Mój pierwszy pobyt na Kubie miał miejsce latem. Poleciałem tam samolotem
i miałem nocne międzylądowanie na Barbados. Tam po wyjściu z samolotu
poczułem się jak bym był w pralni. Niesamowita wilgoć powietrza i
straszna temperatura powyżej 40 stopni na zewnątrz. Uciekłem do
klimatyzowanych pomieszczeń lotniska. Byłem przerażony. Pomyślałem, że
jeżeli tak będzie na Kubie to po prostu nie wytrzymam. Po wylądowaniu w
Hawanie - wielka niespodzianka. Temperatura powietrza ok. 40 stopni,
ale nie było aż tak gorąco. „Zefirki” znad morza robiły swoje.
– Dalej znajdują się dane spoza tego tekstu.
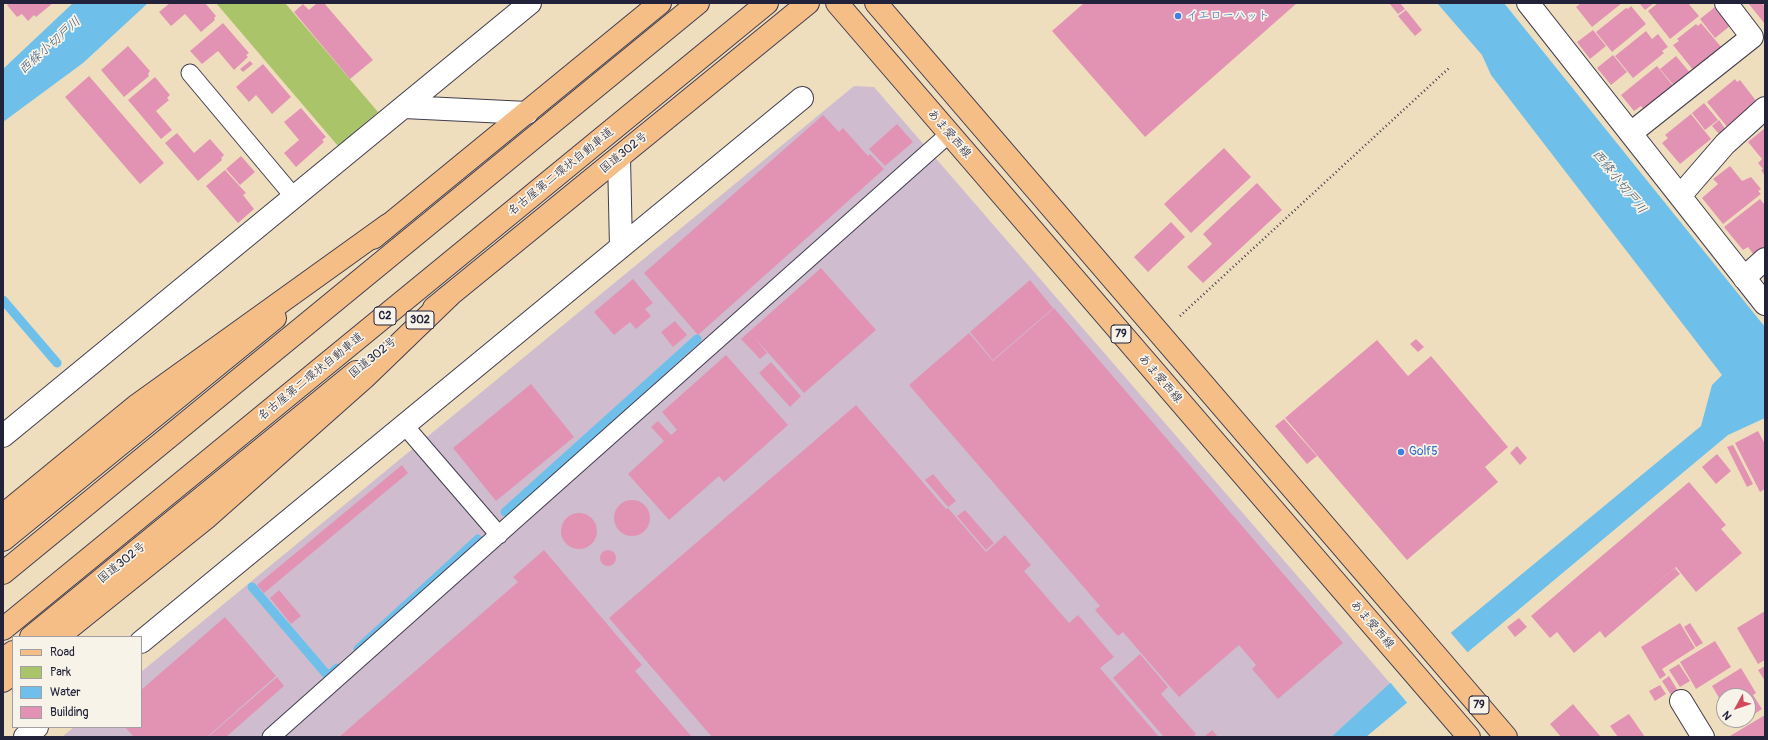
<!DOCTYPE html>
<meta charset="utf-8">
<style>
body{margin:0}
#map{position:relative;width:1768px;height:740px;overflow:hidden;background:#efdebe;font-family:Pangolin,sans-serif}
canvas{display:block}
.frame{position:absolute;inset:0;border:4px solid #22223b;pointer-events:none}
.legend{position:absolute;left:12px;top:636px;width:130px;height:92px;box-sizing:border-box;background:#f7f3e8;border:1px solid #a29fa3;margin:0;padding:5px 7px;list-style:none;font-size:12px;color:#22223b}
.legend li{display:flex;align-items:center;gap:8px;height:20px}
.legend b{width:20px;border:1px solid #a29fa3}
.north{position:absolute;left:1716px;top:688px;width:40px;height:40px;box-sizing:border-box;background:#f7f3e8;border:1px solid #a29fa3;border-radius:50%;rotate:230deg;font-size:11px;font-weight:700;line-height:16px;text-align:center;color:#22223b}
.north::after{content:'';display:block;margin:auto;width:14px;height:18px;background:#d1495b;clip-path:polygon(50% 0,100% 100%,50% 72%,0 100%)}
</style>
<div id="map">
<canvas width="1768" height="740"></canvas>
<div class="frame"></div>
<ul class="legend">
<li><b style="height:5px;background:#f6be87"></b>Road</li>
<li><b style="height:11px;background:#aac46a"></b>Park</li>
<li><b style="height:11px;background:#6ec0ea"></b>Water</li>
<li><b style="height:11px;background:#e293b4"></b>Building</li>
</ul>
<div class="north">N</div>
</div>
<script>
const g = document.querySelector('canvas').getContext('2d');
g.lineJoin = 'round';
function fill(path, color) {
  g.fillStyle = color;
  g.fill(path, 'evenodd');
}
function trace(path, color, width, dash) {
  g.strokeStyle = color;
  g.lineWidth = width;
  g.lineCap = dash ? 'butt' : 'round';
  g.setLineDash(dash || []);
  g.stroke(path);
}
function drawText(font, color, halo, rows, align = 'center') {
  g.font = font + ' Pangolin,"Klee One",sans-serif';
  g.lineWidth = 3.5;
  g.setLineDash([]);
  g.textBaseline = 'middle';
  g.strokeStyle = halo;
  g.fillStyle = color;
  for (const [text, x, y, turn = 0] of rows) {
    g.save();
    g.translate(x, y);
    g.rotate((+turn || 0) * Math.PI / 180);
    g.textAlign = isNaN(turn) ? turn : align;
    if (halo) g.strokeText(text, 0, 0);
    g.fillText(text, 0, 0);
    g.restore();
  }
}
const industrial = new Path2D(`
 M 854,86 L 874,87 L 1390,683 L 1331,737 L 62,737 L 74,727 L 141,727 L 141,672 Z`);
const green = new Path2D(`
 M 216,3 L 285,3 L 378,112 L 338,146 Z`);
const water = new Path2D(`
 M 73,3 L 148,3 L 83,63 L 3,122 L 3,69 Z
 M 1437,3 L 1504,3 L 1765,327 L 1765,418 L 1728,435 L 1366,737 L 1331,737 L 1390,683 L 1701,426 L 1712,385 L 1722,375 L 1491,75 L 1482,55 Z`);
const pier = new Path2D(`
 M 1450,632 L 1469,654 L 1409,705 L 1389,681 Z`);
const stream = new Path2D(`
 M 3,300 L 57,363
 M 505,512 L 697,339
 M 252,587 L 328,676 L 337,668
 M 358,649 L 478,539`);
const building = new Path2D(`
 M 10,3 L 53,3 L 36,17 L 34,15 L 28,21 L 22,14 L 17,17 L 7,5 Z
 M 170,3 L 205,3 L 216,16 L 214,18 L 215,20 L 201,32 L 185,14 L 171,26 L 159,12 Z
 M 317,3 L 324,3 L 373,60 L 350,79 L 294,12 L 303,4 L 309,10 Z
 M 1084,3 L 1297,3 L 1145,137 L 1052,31 Z
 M 1389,3 L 1400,3 L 1405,9 L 1398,14 Z
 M 1581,3 L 1622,3 L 1592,27 L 1576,7 Z
 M 1639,3 L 1654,3 L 1645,10 Z
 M 1658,3 L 1688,3 L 1699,16 L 1670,39 L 1648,11 Z
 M 1748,3 L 1762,3 L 1765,7 L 1765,24 Z
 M 1631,6 L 1646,24 L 1612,52 L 1596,32 L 1626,8 L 1628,9 Z
 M 1715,7 L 1730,26 L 1715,38 L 1700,19 Z
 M 1406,10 L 1422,30 L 1415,36 L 1398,16 Z
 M 223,23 L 249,53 L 246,55 L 248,57 L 234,70 L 218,51 L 202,64 L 190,51 Z
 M 1701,23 L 1722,48 L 1694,71 L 1673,45 L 1679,41 L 1677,39 L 1696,24 L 1698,26 Z
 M 1593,30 L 1606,46 L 1590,59 L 1577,42 Z
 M 1646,31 L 1652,39 L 1658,34 L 1668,47 L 1662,51 L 1664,53 L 1633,78 L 1615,56 Z
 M 128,46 L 150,71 L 148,74 L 149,76 L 124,97 L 101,70 Z
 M 1613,55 L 1627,72 L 1611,85 L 1597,68 Z
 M 1676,56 L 1691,74 L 1675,87 L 1660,69 Z
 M 250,61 L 253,64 L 243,72 L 240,69 Z
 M 263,64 L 291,97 L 272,114 L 256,95 L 249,102 L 236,87 Z
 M 1657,66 L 1674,87 L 1645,111 L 1641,106 L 1634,111 L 1621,95 Z
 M 89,76 L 164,163 L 140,184 L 65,97 Z
 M 155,77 L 170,95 L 167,98 L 169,100 L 156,111 L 172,130 L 161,139 L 128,100 Z
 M 1735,79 L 1737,82 L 1740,80 L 1757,102 L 1728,128 L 1707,102 Z
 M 1704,103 L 1718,120 L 1705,130 L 1692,113 Z
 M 301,108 L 326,137 L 322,140 L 324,142 L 296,167 L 284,153 L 299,140 L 284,122 Z
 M 1691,114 L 1711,139 L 1680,164 L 1662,143 L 1668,138 L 1665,135 Z
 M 823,115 L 839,132 L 843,128 L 868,156 L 870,154 L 884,169 L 698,335 L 644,273 Z
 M 1719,120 L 1726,130 L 1720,135 L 1712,126 Z
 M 897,124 L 913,142 L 885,166 L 869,149 Z
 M 1765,128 L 1765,176 L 1761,170 L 1763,169 L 1758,163 L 1762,159 L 1748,142 Z
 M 177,133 L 194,153 L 210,139 L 224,155 L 221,158 L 222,160 L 198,181 L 165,143 Z
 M 1224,148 L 1251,177 L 1191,233 L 1164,204 Z
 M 241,156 L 255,172 L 240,185 L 226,169 Z
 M 1730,166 L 1742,181 L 1751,177 L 1761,189 L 1758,191 L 1761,194 L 1723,224 L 1702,198 L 1718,184 L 1713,179 Z
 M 225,170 L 246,193 L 243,195 L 254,209 L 238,223 L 206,186 Z
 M 1257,183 L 1282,210 L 1203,283 L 1187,267 L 1212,244 L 1203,234 Z
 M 1760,199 L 1765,205 L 1765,251 L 1756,258 L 1748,247 L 1743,250 L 1724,227 Z
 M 1171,222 L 1185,237 L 1148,272 L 1134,257 Z
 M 821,268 L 876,330 L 804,393 L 753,336 L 767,353 L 760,359 L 741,339 Z
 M 633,279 L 653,303 L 645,309 L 651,316 L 636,329 L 630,322 L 614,335 L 594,312 Z
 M 1030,280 L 1053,308 L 993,360 L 970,332 Z
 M 1054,308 L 1343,643 L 1278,699 L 1252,669 L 1256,665 L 1239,645 L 1179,697 L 1123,632 L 1118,636 L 1095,610 L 1100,606 L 909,385 L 969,333 L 993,361 Z
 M 675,321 L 687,335 L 673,347 L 661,332 Z
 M 1416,339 L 1424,347 L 1418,352 L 1410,344 Z
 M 1377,340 L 1408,376 L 1431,356 L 1508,447 L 1485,467 L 1498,482 L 1407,560 L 1285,418 Z
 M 726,355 L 788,425 L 724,482 L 719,476 L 669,520 L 628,474 L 664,441 L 651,427 L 658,421 L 671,435 L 677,430 L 662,412 Z
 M 771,362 L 801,396 L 790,407 L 759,373 Z
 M 531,384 L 574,437 L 496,501 L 453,448 Z
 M 856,405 L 946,509 L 948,508 L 986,552 L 1005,535 L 1031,565 L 1024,571 L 1069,623 L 1078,615 L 1114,657 L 1100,668 L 1159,737 L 712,737 L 609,618 Z
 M 1284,419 L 1317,456 L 1307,464 L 1275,426 Z
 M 1758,431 L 1765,444 L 1765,489 L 1760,492 L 1735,443 Z
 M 1733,445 L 1753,484 L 1747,487 L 1727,447 Z
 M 1517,446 L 1527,458 L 1520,465 L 1510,453 Z
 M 1717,454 L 1731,471 L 1716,484 L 1702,467 Z
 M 402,465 L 408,473 L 264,593 L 257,585 Z
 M 933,474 L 956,501 L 948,507 L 925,480 Z
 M 1689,482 L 1726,525 L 1721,529 L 1742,553 L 1696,592 L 1676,567 L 1620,614 L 1675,568 L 1680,574 L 1605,638 L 1600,631 L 1574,653 L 1557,632 L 1550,638 L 1531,616 Z
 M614 518a18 18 0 1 1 36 0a18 18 0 1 1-36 0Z
 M 965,510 L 994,543 L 986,550 L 957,516 Z
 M561 531a18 18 0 1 1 36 0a18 18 0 1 1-36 0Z
 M600 558a8 8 0 1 1 16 0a8 8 0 1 1-16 0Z
 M 544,550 L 642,665 L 635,671 L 692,737 L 339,737 L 518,582 L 513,577 Z
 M 279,590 L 301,616 L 291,624 L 270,598 Z
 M 1765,611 L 1765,660 L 1758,664 L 1737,628 Z
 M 225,617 L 276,676 L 207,737 L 134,737 L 125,727 L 141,727 L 141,690 Z
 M 1519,618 L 1527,627 L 1515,637 L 1507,627 Z
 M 1680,623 L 1695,648 L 1662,669 L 1666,675 L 1660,679 L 1641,647 Z
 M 1690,623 L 1703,643 L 1696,647 L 1684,627 Z
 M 1715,641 L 1731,667 L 1696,689 L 1680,662 Z
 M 1140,654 L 1168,687 L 1161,694 L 1196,734 L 1193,737 L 1164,737 L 1113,678 Z
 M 1679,664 L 1690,681 L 1680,687 L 1669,670 Z
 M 1765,666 L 1765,681 L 1758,670 Z
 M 1741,668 L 1756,693 L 1753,695 L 1762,709 L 1748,718 L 1748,696 L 1724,696 L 1724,706 L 1712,686 Z
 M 1669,676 L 1678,691 L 1671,695 L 1662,681 Z
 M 277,677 L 284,686 L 226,737 L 208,737 Z
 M 1660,685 L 1666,694 L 1655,701 L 1649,691 Z
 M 1573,704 L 1577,709 L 1601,737 L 1561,737 L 1550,724 Z
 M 1629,714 L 1645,737 L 1618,737 L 1610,726 Z
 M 1765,715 L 1765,737 L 1730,736 Z
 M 1732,720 L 1745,720 L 1736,725 Z
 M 1212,730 L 1218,737 L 1204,737 Z`);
const path = new Path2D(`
 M 1180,316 L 1449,68`);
const service = new Path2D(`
 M 190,73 L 294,197
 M 405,426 L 499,535
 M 271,737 L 949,134`);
const minor = new Path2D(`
 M 1528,3 L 1765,304
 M 404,107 L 527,113
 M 1631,133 L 1752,37 L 1726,3
 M 619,158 L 621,247
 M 1680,196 L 1725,144 L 1765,108
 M 1744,278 L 1765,259
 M 3,436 L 530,3
 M 141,642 L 802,98
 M 1681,701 L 1703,737
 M 25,737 L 37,727`);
const primary = new Path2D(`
 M 837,3 L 1469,737
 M 876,3 L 1506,737`);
const trunk = new Path2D(`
 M 373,238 L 660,3
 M 434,308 L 808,3
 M 3,540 L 275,318
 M 31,637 L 356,372
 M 3,660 L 13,652`);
const motorway = new Path2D(`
 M 3,515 L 136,406 L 388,225
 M 3,573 L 698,3
 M 3,629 L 767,3
 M 58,637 L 205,519 L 364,378 L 449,296
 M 3,681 L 13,673`);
const markers = [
 [1178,16,4,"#3f7fe0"],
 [1401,452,4,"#3f7fe0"]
];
const shields = [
 [385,316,22],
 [420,320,28],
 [1121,334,20],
 [1479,705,20]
];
const shieldNames = [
 ["C2",385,316],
 ["302",420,320],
 ["79",1121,334],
 ["79",1479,705]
];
const shopNames = [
 ["イエローハット",1186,16],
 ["Golf5",1409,452]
];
const streetNames = [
 ["あま愛西線",949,134,49],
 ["国道302号",624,153,-39],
 ["名古屋第二環状自動車道",561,172,-39],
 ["国道302号",373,358,-39],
 ["名古屋第二環状自動車道",311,377,-39],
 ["あま愛西線",1160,379,49],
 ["国道302号",122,563,-39],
 ["あま愛西線",1372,625,49]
];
const waterNames = [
 ["西條小切戸川",50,46,-42],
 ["西條小切戸川",1619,182,51]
];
fill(industrial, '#cfbdcf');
fill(green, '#aac46a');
fill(water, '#6ec0ea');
fill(pier, '#efdebe');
trace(stream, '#6ec0ea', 9);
fill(building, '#e293b4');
trace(service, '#413e4f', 19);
trace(minor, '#413e4f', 24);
trace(primary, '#413e4f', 24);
trace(trunk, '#413e4f', 24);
trace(motorway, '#413e4f', 24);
trace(path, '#413e4f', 2.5, [1, 3]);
trace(service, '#fff', 17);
trace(minor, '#fff', 22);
trace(primary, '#f6be87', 22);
trace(trunk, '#f6be87', 22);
trace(motorway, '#f6be87', 22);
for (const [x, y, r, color] of markers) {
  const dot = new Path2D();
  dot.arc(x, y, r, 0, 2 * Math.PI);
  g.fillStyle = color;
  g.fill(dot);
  trace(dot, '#f7f3e8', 1.5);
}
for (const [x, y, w] of shields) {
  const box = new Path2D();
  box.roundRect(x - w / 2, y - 9, w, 18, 3);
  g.fillStyle = '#f7f3e8';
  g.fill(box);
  trace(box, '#22223b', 1);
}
drawText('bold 11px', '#22223b', null, shieldNames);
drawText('12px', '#366cbe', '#f7f3e8', shopNames, 'left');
drawText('12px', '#22223b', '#f7f3e8', streetNames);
drawText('italic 13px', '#3d5978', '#f7f3e8', waterNames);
</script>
Czułem
się świetnie.
Mieszkam na 25 piętrze przepięknego Hotelu Habana Libre. Z dużego balkonu podziwiam wspaniałe widoki: Hawana, Morze Karaibskie,
Zatoka Meksykańska.Daleko, na samej linii horyzontu widzę dość wyraźny
zarys amerykańskiej Florydy, na którą uciekały płynąc łodziami tysiące
Kubańczyków mających dość życia w socjalistycznych realiach Kuby.
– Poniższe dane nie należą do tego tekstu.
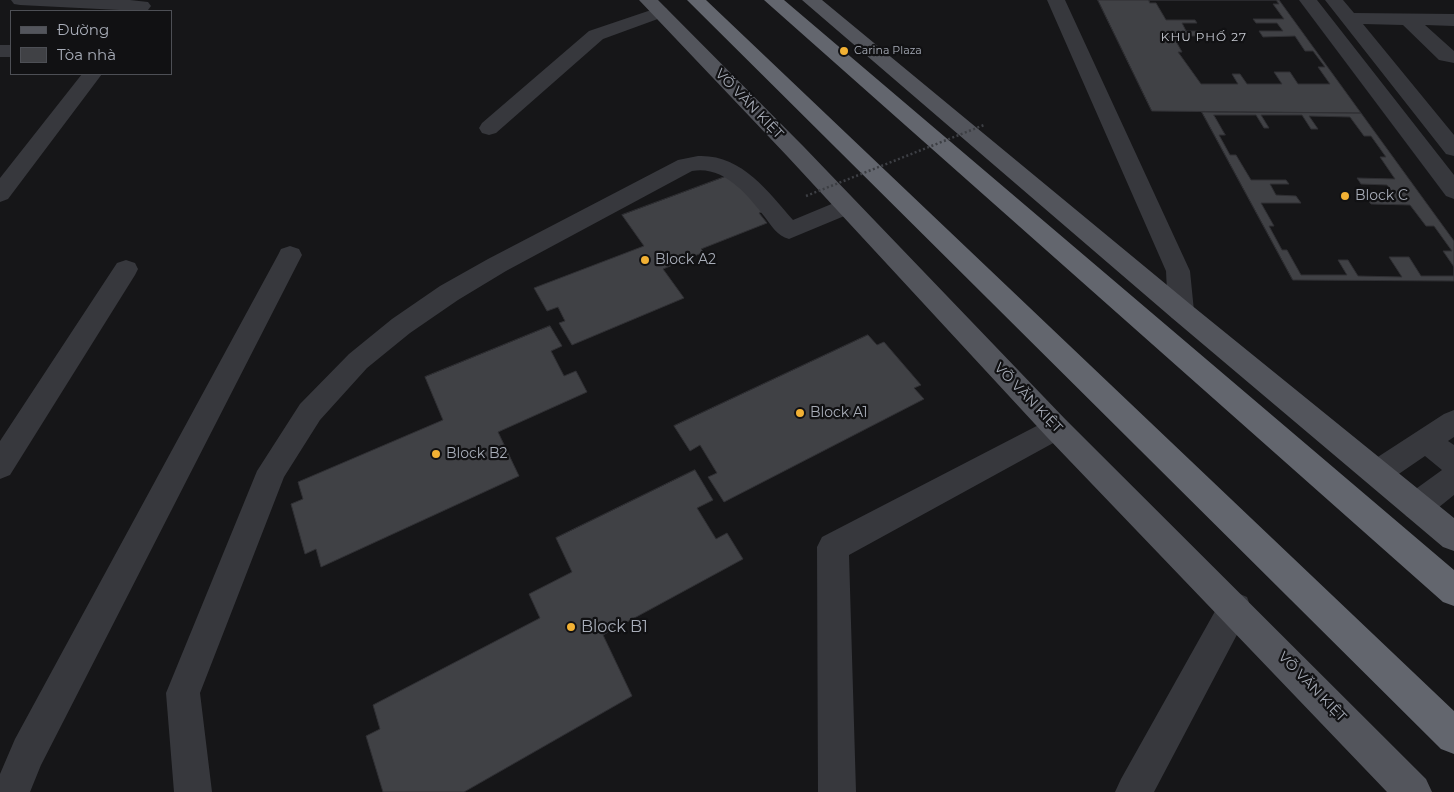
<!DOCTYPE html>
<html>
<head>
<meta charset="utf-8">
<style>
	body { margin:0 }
	#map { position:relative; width:1454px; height:792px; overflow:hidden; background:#161618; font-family:Montserrat,sans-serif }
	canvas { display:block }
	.legend { position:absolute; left:10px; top:10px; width:162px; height:65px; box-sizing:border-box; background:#111113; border:1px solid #4d4f55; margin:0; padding:6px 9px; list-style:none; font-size:15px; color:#a8adb8 }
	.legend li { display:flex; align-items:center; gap:10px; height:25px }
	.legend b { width:25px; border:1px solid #4d4f55 }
</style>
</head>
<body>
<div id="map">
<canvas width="1454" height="792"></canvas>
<ul class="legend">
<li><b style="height:6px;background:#53555c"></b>Đường</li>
<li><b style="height:14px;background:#404145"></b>Tòa nhà</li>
</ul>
</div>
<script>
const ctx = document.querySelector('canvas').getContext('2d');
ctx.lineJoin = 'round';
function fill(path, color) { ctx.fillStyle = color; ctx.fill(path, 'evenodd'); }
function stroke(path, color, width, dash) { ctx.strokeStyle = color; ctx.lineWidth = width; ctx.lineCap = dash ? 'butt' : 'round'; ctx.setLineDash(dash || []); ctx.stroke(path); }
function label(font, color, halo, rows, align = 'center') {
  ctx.font = font + ' Montserrat,sans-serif'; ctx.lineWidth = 4.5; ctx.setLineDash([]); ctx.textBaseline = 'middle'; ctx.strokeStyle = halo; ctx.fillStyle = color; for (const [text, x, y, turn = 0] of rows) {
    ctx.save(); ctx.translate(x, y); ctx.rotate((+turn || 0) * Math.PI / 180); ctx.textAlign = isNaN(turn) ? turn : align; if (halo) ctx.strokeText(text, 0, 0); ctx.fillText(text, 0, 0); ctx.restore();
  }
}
const building = new Path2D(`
	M1098,0H1279L1361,113L1152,111Z
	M1149,0H1276L1279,4H1273L1284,19H1253L1256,23H1277L1283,31H1259L1263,37L1295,36L1305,51H1313L1325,67H1318L1330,84H1298L1290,72H1274L1282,84H1247L1240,74H1232L1238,84H1201L1178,52H1182L1173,36H1206L1202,31H1186L1182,23H1197L1195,20H1166L1156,3H1150Z
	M1202,112L1361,113L1454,241V281L1293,280Z
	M1214,115H1256L1264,128H1269L1261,115H1302L1311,129H1318L1309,116L1350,117L1364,136H1371L1386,157H1380L1395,179L1357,178L1361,184L1387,185L1395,196H1365L1371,204L1410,205L1426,226H1434L1452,251H1443L1454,267V276H1421L1409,257H1389L1402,277L1358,276L1348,260H1338L1347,275H1301L1287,250H1282L1269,226H1274L1261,203H1301L1296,196L1276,195L1270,184H1289L1286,180H1251L1236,155H1230L1219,135H1225Z
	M730,175L765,211L759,213L767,223L701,249L704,252L663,269L684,298L572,345L559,323L565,321L558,307L547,311L534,288L644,246L622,215Z
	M550,326L562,346L551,351L564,376L576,371L587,392L498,432L519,476L321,567L316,549L305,554L291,504L303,499L298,482L443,420L425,377Z
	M868,335L877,345L884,342L921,385L914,388L924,399L724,502L708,477L717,473L700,445L690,451L674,426Z
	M695,470L713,500L697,508L716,539L727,533L743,559L603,635L632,696L464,792H383L366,736L380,729L373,705L540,618L529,594L572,572L556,538Z`);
const minor = new Path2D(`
	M11,0H130L148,2L151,6L148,10L139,11L20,5L14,4Z
	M1047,0H1065L1190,271L1194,311L1190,318L1181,321L1172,318L1168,311L1166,271Z
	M1299,0H1317L1454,175V199L1446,196Z
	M1325,0H1343L1354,13L1454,14V26L1425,25L1454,51V63L1439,60L1403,25L1363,24L1454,135V156L1446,154Z
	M660,7L666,8L669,12L666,16L603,39L496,133L489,135L482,133L479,128L482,123L589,31Z
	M0,45H11V57H0Z
	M82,74H102L8,199L0,202V178Z
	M698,156C741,154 768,191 793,220L846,198L854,200L857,206L854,212L789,239C777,236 772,226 764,216C747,194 723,165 692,171L506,271L458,300L410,333L367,368L320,420L284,477L200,693L212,792H174L166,693L257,471L300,404L349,354L392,319L440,286L488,259L678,160Z
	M290,246L299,249L302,255L41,765L30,792H0V774L15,739L278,255L281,249Z
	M126,260L135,263L138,269L135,275L10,475L0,479V441L117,263Z
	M1454,410V437L1448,441L1454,445V495L1428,516L1417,520L1406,516L1402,506L1406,496L1442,470L1425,456L1387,482L1377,486L1367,482L1362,473L1367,464L1444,414Z
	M1056,416L1066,420L1070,428L1066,436L849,555L856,792H818L817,547L822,537Z
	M1235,592L1247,597L1251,608L1154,792H1115L1121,779L1223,597Z`);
const major = new Path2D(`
	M639,0H658L804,147L1066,420L1426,779L1432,792H1387L1046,436L788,157Z
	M802,0H822L1190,304L1454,518V551L1443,547L1172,318Z`);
const highway = new Path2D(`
	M687,0H706L1454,711V754L1441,749Z
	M764,0H784L1454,570V606L1443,602Z`);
const pathBridge = new Path2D(`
	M806,196L984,125`);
const markers = [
	[844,51,5,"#f2b134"],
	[1345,196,5,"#f2b134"],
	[645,260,5,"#f2b134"],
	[800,413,5,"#f2b134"],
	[436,454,5,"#f2b134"],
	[571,627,5,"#f2b134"]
];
const farPoinames = [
	["Carina Plaza",854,51]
];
const farNeighbourhoodnames = [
	["KHU PHỐ 27",1204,37]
];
const streetNames = [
	["VÕ VĂN KIỆT",749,104,46],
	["VÕ VĂN KIỆT",1028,398,46],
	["VÕ VĂN KIỆT",1312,687,46]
];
const poiNames = [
	["Block C",1355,196],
	["Block A2",655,260],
	["Block A1",810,413],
	["Block B2",446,454]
];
const nearPoinames = [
	["Block B1",581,627]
];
fill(building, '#404145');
stroke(building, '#303034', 1);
fill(minor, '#37383d');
fill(major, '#53555c');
fill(highway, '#63666e');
stroke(pathBridge, '#3d3f44', 2.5, [2, 2.5]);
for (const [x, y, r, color] of markers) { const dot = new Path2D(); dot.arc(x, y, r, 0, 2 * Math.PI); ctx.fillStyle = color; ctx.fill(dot); stroke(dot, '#111113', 2); }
label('11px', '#a8adb8', '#111113', farPoinames, 'left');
ctx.letterSpacing = '1px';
label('12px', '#c9ccd4', '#111113', farNeighbourhoodnames);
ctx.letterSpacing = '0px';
label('14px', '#a8adb8', '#111113', streetNames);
label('14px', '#a8adb8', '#111113', poiNames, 'left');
label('16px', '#a8adb8', '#111113', nearPoinames, 'left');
</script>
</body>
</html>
Niesamowite, że z okna hotelu możesz oglądać szlak tych historycznych
ucieczek do Ameryki.
Po tej chwili zadumy
decyduję się na relaks – muszę się trochę opalić, aby za bardzo nie
rzucać się w oczy mieszkańcom Hawany. Zjeżdżam windą na parter. Widzę
ładny barek. Obsługa poleca mi cocktaile. Czego tu nie ma: Cuba Libre,
Mojito, Margarita, Isla de Pinos, Ron Collins, High Ball, Bloody Mary.
Decyduję się, namówiony przez barmana na Mojito, które obok Cuba Libre
cieszy się największą popularnością. Bardzo orzeżwiający i smaczny,
polecam. Wszystkie serwowane cocktaile przyrządzane są na bazie
wytrawnego kubańskiego rumu „Hawana Club” z obowiązkowymi kostkami lodu
i różnymi dodatkami, takimi jak sok z cytryny, coca-cola, grenadina,
mięta czy piwo imbirowe.
Przemiły barman proponuje
spędzenie czasu na basenie. Z radością mijam wskazane przez niego drzwi
i moim oczom ukazuje się utrzymany w doskonałym stanie basen.
Niespotykanie niebieska woda kusi do pływania. Wokół basenu rozłożone
leżaki namawiają do opalania. Osłonięte są gustownymi parasolami. Pełno
kelnerów realizujących zamówienia relaksujących się mieszkańców hotelu.
Wybieram leżak, zamawiam Cuba Libre i całkowicie oddaję się opalaniu.